In its annual State of Care report, published on Friday, the health and social care regulator for England warned the already poor retention of registered nurses in adult social care could worsen if staff are tempted to ‘take up vacant posts in hospitals’ because of pressures on the sector.
It pinpointed the high turnover rate of nurses in social care – 38.2% in 2020/221, compared with 8.8% for equivalent NHS roles. The data is from independent charity Skills for Care, which also estimates vacancies across the care workforce rose from 6.1% in March to 8.2% in August 2021.
The CQC revealed an ‘established’ home recently decided it was now ‘untenable’ to provide nursing care because of staff shortages, meaning 15 residents were forced to find new homes. Finding agency nursing cover would have cost the home ‘thousands’ in fees each week, it added.
It continued: ‘We have heard examples of care homes having to cancel their registration to provide nursing care because their attempts at recruitment have failed, leaving residents needing to be found new homes in local areas that given staffing challenges are already at, or close to, capacity.’
National Care Forum chief executive Vic Rayner called for urgent action to tackle the ‘serious staffing issues’ facing the sector. The report described an ‘exhausted’ and ‘depleted’ workforce, ‘for whom the increased pressures of the last 18 months have caused stress and burnout,’ she added.

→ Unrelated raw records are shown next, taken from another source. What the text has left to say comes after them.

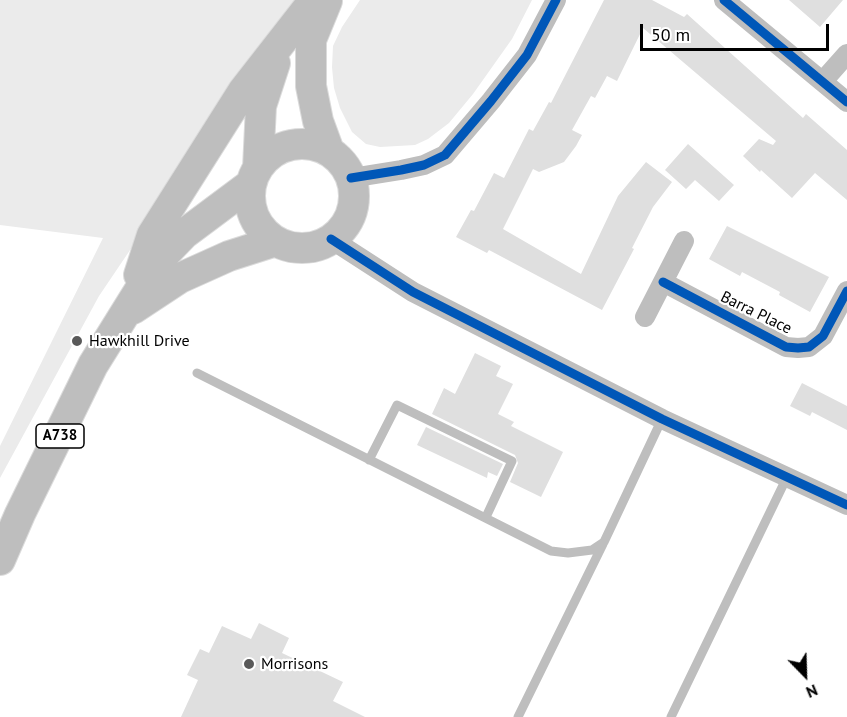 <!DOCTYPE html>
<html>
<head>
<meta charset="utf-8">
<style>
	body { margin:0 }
	#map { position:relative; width:847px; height:717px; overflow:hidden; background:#fff; font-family:"PT Sans",sans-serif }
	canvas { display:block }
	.north { position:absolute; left:775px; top:645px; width:60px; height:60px; -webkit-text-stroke:4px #fff; paint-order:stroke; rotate:157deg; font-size:16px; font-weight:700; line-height:24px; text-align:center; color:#000 }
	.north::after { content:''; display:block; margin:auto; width:21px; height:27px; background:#000; clip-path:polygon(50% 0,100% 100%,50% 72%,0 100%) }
	.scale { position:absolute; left:640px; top:24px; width:189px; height:27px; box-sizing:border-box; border:3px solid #000; border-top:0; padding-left:8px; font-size:18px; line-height:21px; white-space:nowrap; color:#000; -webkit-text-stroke:4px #fff; paint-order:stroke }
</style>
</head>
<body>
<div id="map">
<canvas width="847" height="717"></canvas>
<div class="north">N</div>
<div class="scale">50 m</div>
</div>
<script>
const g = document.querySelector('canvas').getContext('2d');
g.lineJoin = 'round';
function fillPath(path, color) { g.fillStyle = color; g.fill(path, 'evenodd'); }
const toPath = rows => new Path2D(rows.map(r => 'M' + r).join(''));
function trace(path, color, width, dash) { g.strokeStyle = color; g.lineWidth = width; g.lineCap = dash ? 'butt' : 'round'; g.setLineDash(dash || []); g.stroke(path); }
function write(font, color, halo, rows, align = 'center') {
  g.font = font + ' "PT Sans",sans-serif'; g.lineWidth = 4.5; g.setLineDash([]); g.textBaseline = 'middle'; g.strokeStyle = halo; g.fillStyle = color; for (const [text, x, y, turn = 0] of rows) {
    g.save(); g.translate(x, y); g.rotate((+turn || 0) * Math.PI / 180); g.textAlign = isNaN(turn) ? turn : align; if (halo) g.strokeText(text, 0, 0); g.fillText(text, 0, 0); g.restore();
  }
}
const green = toPath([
	[0,0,299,0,99,296,0,478,0,446,103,238,0,225],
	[360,0,532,0,512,39,473,94,449,123,428,139,415,145,380,147,366,144,352,132,340,108,334,88,332,67,333,46,342,27]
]);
const building = toPath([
	[604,0,652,0,684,17,687,14,803,118,806,114,847,150,847,200,815,173,792,198,761,170,760,172,743,156,759,139,773,145,776,141,643,28,617,81,607,76,595,98,591,96,572,130,582,135,576,146,564,162,539,172,533,169,503,229,581,274,618,196,646,162,672,182,653,207,632,248,634,249,602,310,489,250,487,253,456,237,471,210,474,211,494,173,504,178,529,129,533,131,549,102,551,103],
	[789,0,843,0,820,27],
	[688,144,734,185,719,201,695,180,686,189,665,170],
	[727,226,829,277,810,312,779,295,780,292,742,272,740,276,709,259],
	[475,353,501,366,496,376,513,384,498,414,514,422,511,426,563,452,541,497,510,482,518,463,515,455,432,414,444,388,455,394],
	[802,383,847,406,847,430,812,412,810,416,790,406],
	[426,427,503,464,497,476,488,472,487,478,417,445],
	[259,623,289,638,282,653,343,682,333,701,365,717,181,717,198,680,187,675,200,649,209,653,222,626,251,639]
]);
const lane = toPath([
	[197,373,551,551,568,553,592,550,604,542,662,419],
	[369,460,397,405,512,461,486,517],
	[518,717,603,544],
	[671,717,787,477]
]);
const street = toPath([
	[724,0,847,102],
	[823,81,847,54],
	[351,178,401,170,424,165,445,155,491,101,527,55,556,0],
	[331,239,413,292,662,419,847,505],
	[663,282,786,347,798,348,809,347,823,336,847,291],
	[645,317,684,241]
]);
const primary = toPath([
	[327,1,311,40,311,86,318,121,329,151],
	'250 196a52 52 0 1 1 104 0a52 52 0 1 1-104 0Z',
	[258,168,261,106,275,63],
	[139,275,152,235,243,91,314,0],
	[133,309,180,278,229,256,276,241],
	[0,560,20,514,93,365,157,262,184,234,251,184]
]);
const cycleway = toPath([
	[724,0,847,102],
	[351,178,401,170,424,165,445,155,491,101,527,55,556,0],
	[331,239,413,292,662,419,847,505],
	[663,282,786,347,798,348,809,347,823,336,847,291]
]);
const markers = [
	[77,341,6,"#595959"],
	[249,664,6,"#595959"]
];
const shields = [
	[60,436,48]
];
const shieldNames = [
	["A738",60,436]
];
const streetNames = [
	["Barra Place",756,313,26]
];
const poiNames = [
	["Hawkhill Drive",89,341],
	["Morrisons",261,664]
];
fillPath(green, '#ebebeb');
fillPath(building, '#dfdfdf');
trace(primary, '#dbdbdb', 32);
trace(lane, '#bebebe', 9);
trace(street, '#bebebe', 20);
trace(primary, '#bebebe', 30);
trace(cycleway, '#0057b8', 9);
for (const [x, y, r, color] of markers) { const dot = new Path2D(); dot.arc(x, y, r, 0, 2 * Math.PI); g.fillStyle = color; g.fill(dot); trace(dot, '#fff', 2); }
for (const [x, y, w] of shields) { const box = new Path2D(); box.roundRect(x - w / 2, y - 12, w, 24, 4.5); g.fillStyle = '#fff'; g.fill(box); trace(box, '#000', 1.5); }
write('bold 15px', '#000', null, shieldNames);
write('16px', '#000', '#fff', streetNames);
write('16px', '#000', '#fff', poiNames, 'left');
</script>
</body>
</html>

Ms Rayner continued: ‘The £162.5m additional workforce retention and recruitment fund announced [on 21 October] is a drop in the ocean of what is really needed.’
Although, the report also welcomed the Government’s recent announcement of a further £5.4bn for social care, with £500m for professional development and wellbeing of social care staff.
Unison general secretary Christina McAnea agreed the CQC makes ‘crystal clear’ that the sector is ‘on the precipice due to the catastrophic staffing crisis’, adding that the mandatory vaccination policy due to come into force on 11 November will ‘make the situation a whole lot worse’.
She added: ‘Urgent action is needed to improve pay for this skilled, crucial work and begin to plug the gaping holes in the care workforce. With a winter crisis looming, and Covid cases on the rise, the knock-on effect for hospitals will be disastrous.’